> [RECORDS FOR THE TASK]
§ §
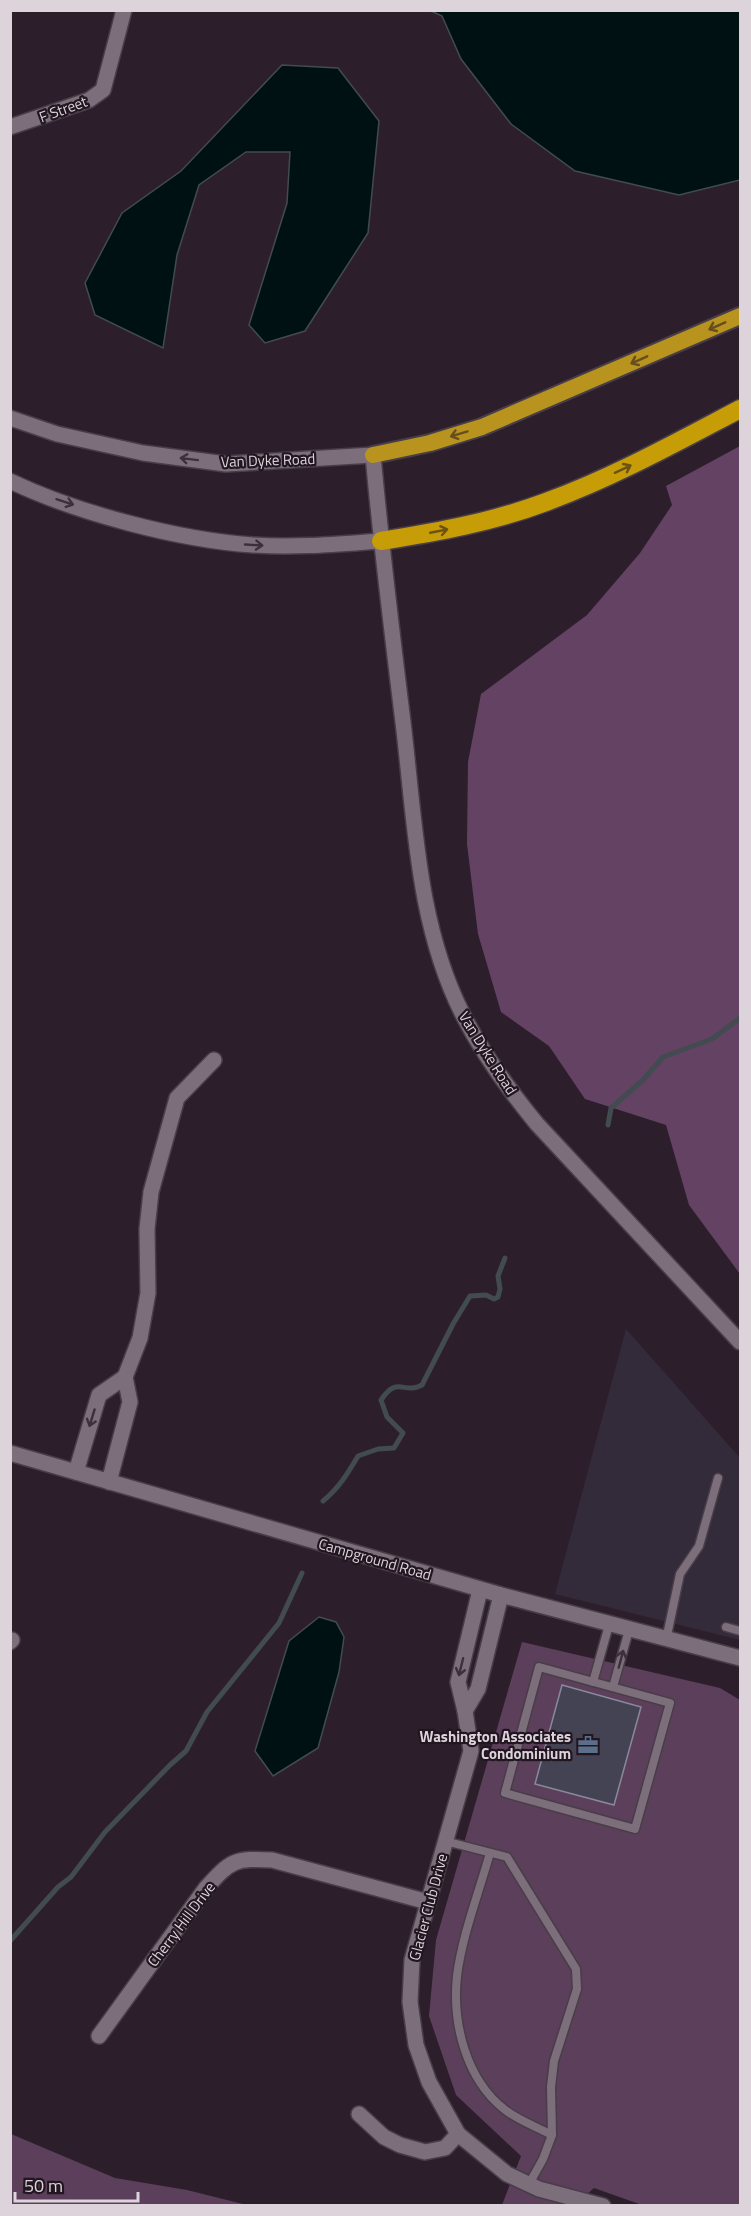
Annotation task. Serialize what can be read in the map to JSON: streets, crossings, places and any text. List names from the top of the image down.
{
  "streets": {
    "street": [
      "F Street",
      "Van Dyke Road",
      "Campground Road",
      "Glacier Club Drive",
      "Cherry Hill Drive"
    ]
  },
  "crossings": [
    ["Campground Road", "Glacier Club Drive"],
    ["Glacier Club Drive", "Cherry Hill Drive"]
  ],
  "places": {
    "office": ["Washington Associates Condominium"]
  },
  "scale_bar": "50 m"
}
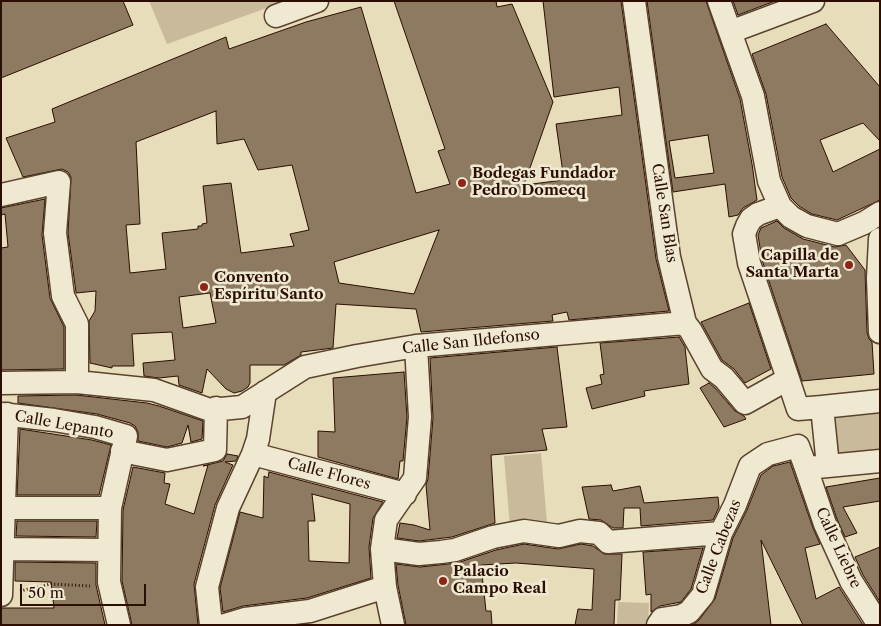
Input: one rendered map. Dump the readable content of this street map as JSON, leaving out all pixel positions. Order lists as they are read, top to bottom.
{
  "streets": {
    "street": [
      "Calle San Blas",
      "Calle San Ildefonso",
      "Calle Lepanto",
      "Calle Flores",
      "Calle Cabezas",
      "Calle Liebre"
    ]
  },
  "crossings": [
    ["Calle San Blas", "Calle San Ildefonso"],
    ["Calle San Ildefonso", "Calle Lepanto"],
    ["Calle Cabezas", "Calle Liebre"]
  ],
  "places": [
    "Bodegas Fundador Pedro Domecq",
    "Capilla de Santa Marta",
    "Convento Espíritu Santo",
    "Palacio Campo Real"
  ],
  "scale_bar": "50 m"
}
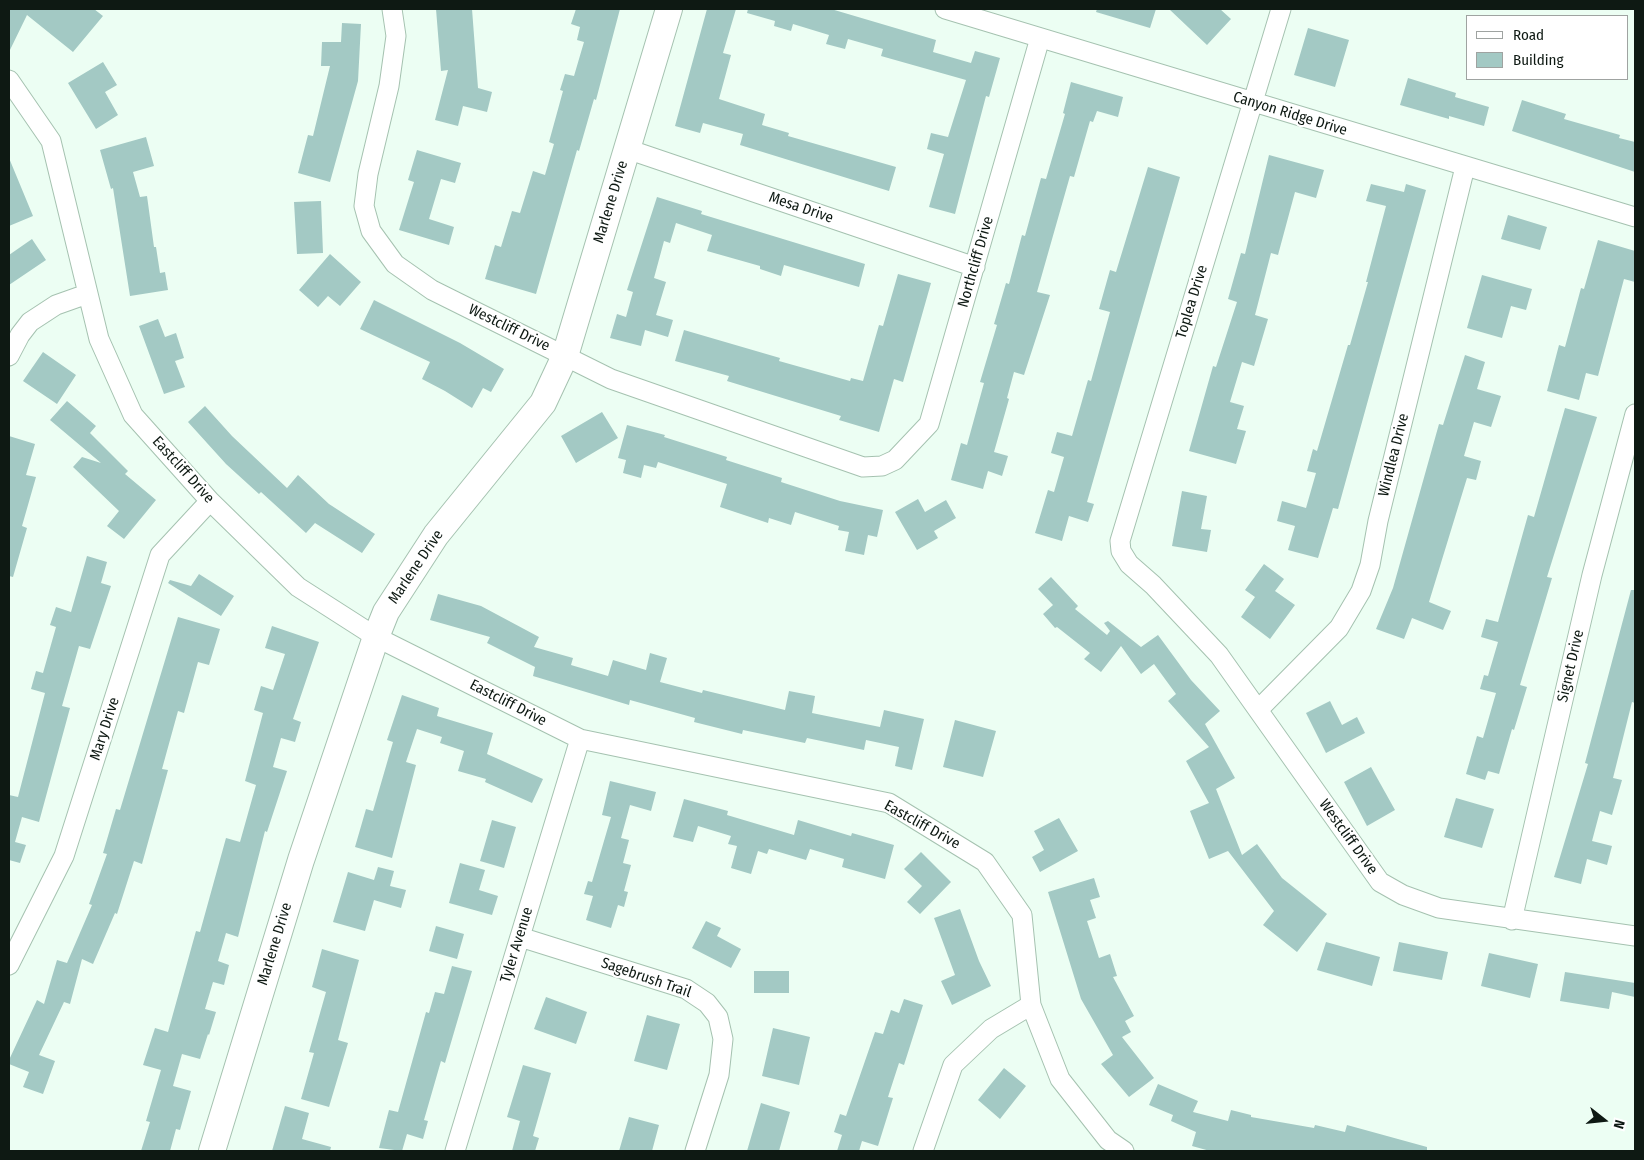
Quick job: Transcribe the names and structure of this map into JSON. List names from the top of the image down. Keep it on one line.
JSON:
§ §
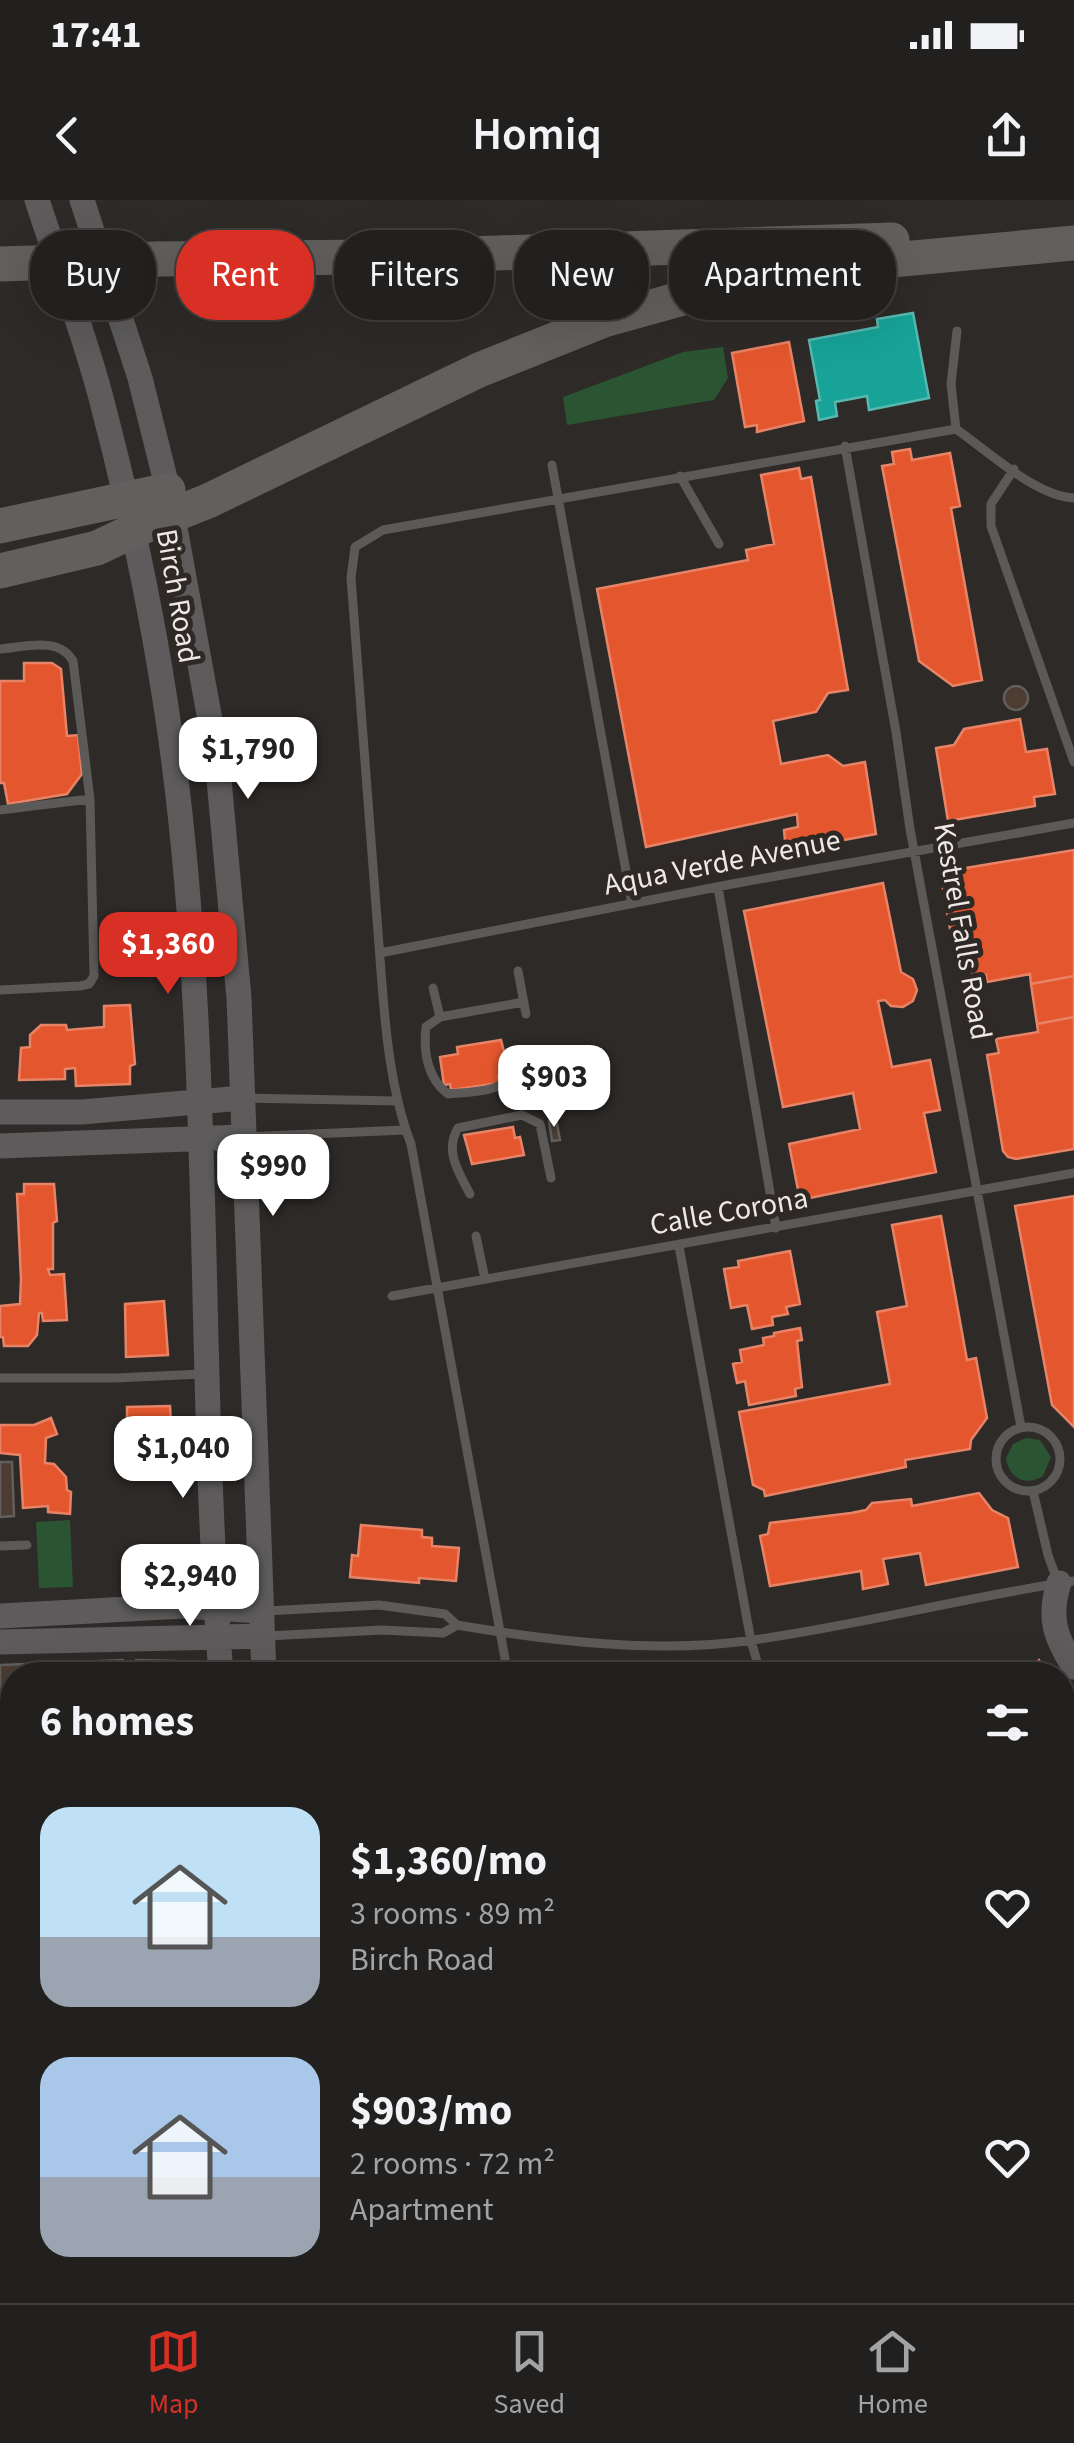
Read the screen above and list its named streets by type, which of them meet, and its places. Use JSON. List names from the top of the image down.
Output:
§ §
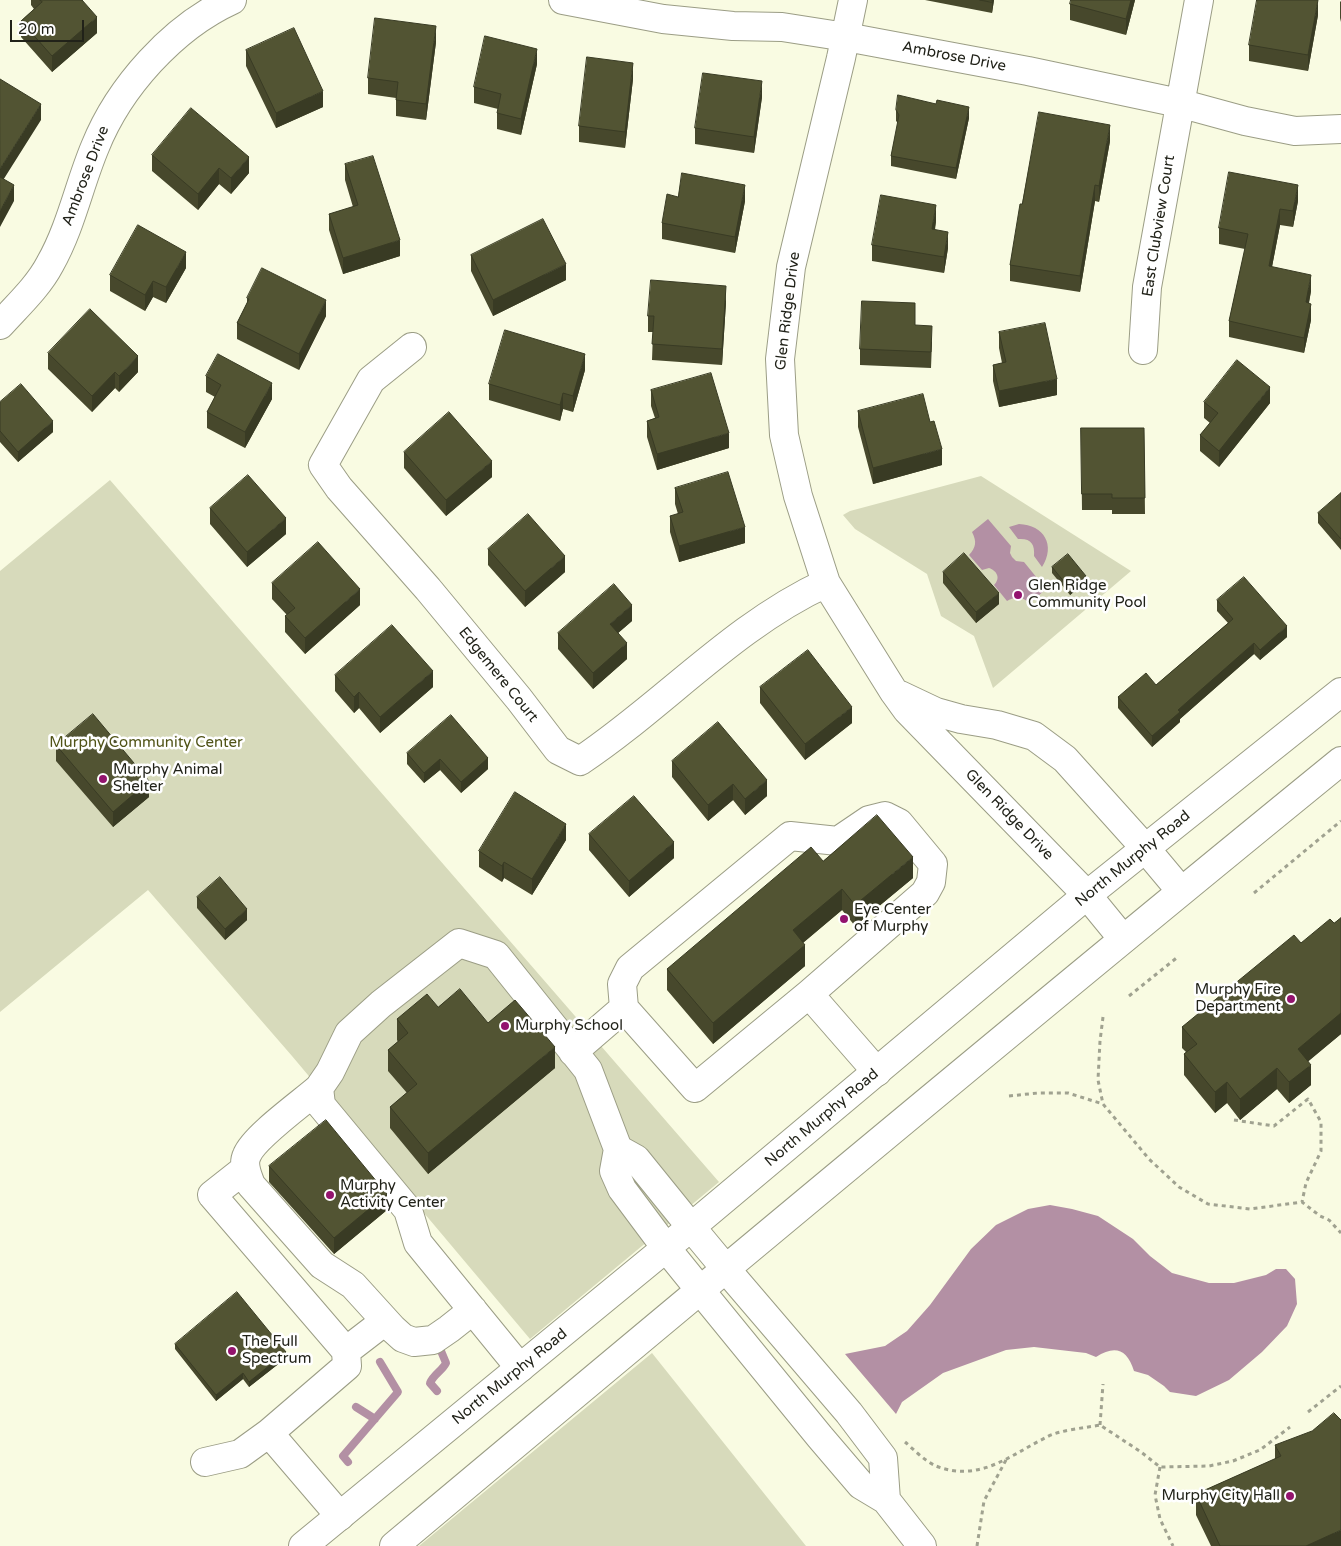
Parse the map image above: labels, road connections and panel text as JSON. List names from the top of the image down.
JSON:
§ §
> [WHAT THE EXERCISE ASKS]
How many lines in this material contain the string "above"? Only the number is wanted.

> [WORKED SOLUTION]
2